Ah the sweet smell of success. Five months ago I was a printer/copier salesman. Today I have $1.9 million dollars of untraceable Bitcoin and am trying to figure out what part of the world I want to live in while I expand my trade. I want someplace sunny and warm (too many cold days in Massachusetts have forever left me with a “tan deficit”) with a stable economy, stable political structure and, of course, local law enforcement that can be bought and no extradition laws.
So how did I do it? By becoming the biggest ransomware perpetrator on the net, but with a unique twist: I can get back into the network and re-encrypt the victims computers anytime I want to. You see, I found a way into almost any network that no one will ever suspect…the printers. That’s right, I said “printer”. It just so happens that while I was selling printers I noticed a trend of sorts. More and more companies are making it possible to perform internet printing so employees working from home can print reports or faxes right to their printer at work. Almost all printers allow access to the device to some degree without needing admin credentials. For instance, you can go in and change the language, check ink levels and change paper sizes etc. all without needing to know the all-powerful admin password. So how did I leverage this to my advantage?
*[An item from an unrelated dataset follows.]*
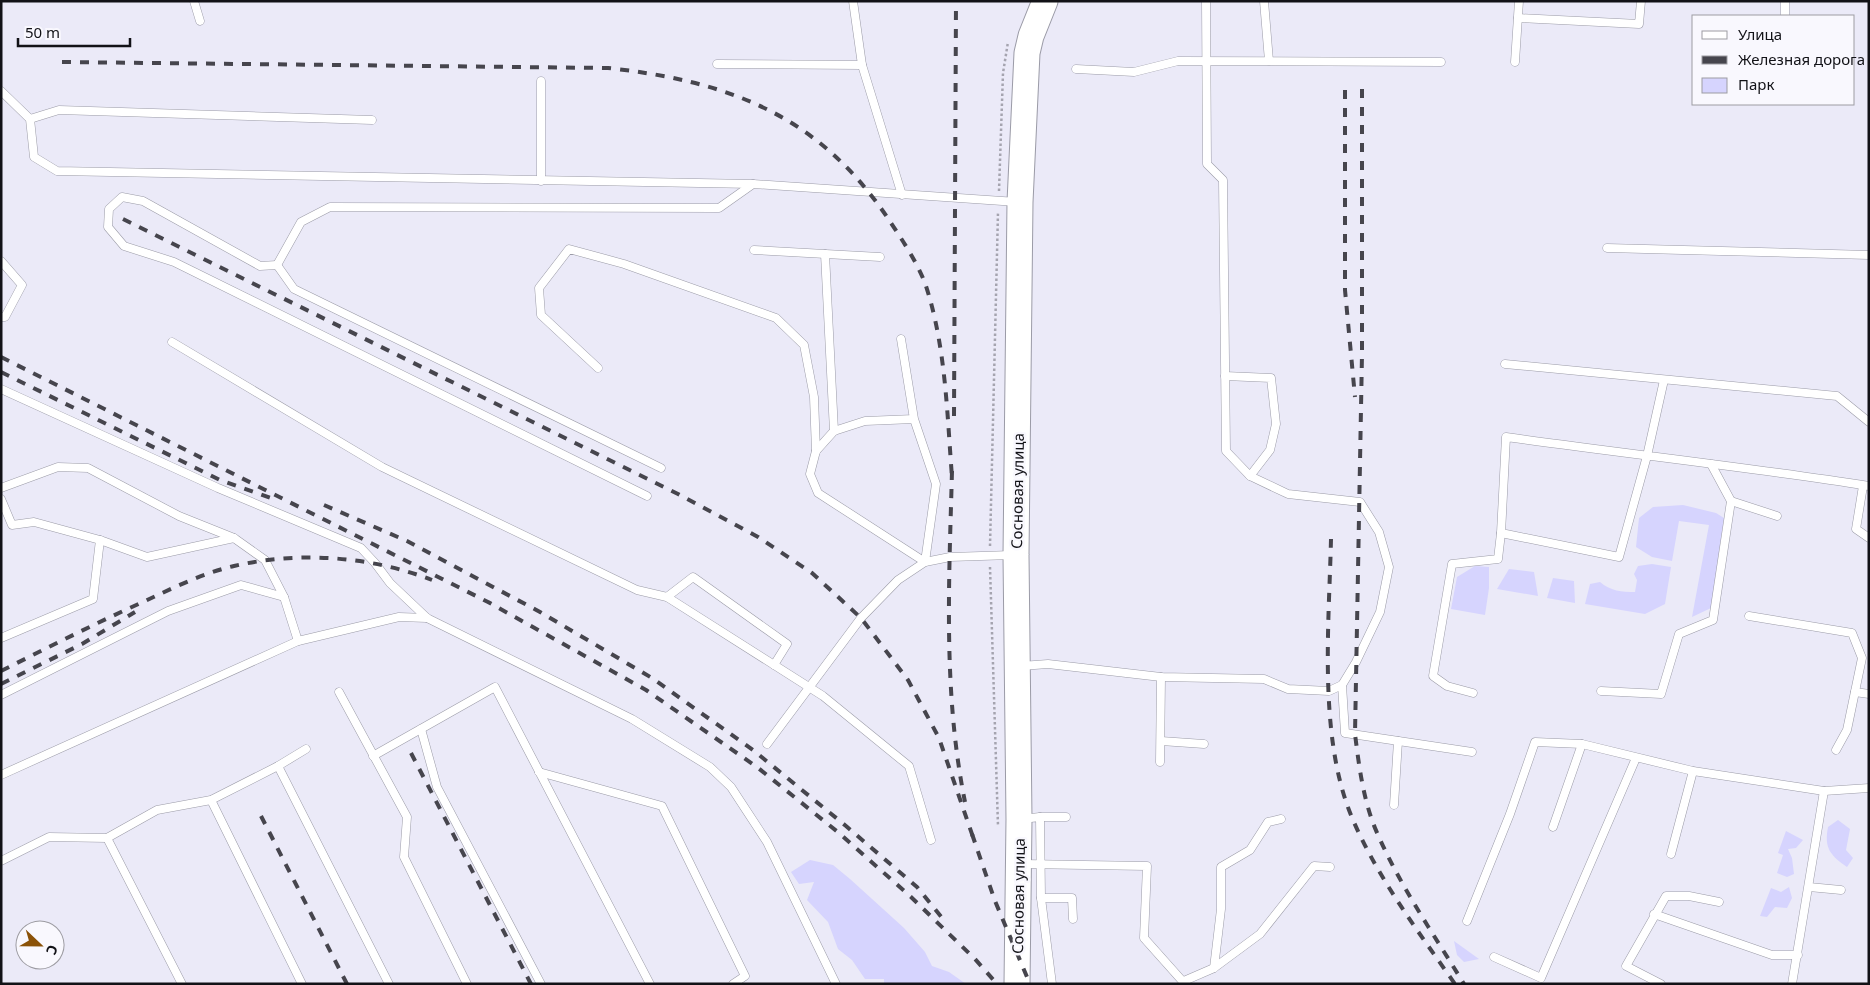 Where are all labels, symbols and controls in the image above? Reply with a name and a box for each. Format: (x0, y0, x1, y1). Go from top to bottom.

First, let’s talk about ransomware. Most of you have heard of it by now, but let’s clear up exactly what it is and what it does. Ransomware is an application that once downloaded to the target computer encrypts the hard drive and any device attached to it (thought you were safe with the external backup drive didn’t you?) and at boot-up presents the user with very specific instructions on how to decrypt their computer. These instructions usually include how to pay the “ransom” so the person who targeted you will give you the decryption keys. Without the decryption keys you are just not getting your data back. This is not like a virus that you can just remove with a program. This is military grade encryption that the NSA loathes because they cannot break it without an incredible amount of computing power thrown at it. So the target is usually infected by downloading an email attachment or visiting a malicious website where their machine gets infected with a dropper virus that then downloads the ransomware. The problem is that the person sending the ransomware to the target may have to email a million people to get just one to download the program and there is no guarantee that one person will pay, so the economy of scale is not all that great (especially with more people learning NOT to download attachments!).
That’s where my idea came in. I found out that in most printers you can manipulate certain files to allow for an upload directly into the printer buffer itself (duh…the device is meant to upload your print jobs!) and then copy that information into the language package of the printer with an executable file. Log back onto the printer and request the language file that you just changed and “Voila” my executable runs! Now I just insert a couple of small programs like a network scanner and a password sniffer and I am in business. I am now on the inside of the network with a device that is rarely ever monitored for malicious activity, can scan the network for the computers I want to hack and can even grab passwords. If I get really creative I can change a couple of the files for the printer drivers and force people to a new update site for their printer and make them download my ransomware automatically! The best part? No one ever suspected it was the printer that started it all and no one will even think to take it off the network.
Hmm, I wonder if I can do the same thing with the wireless access point they use?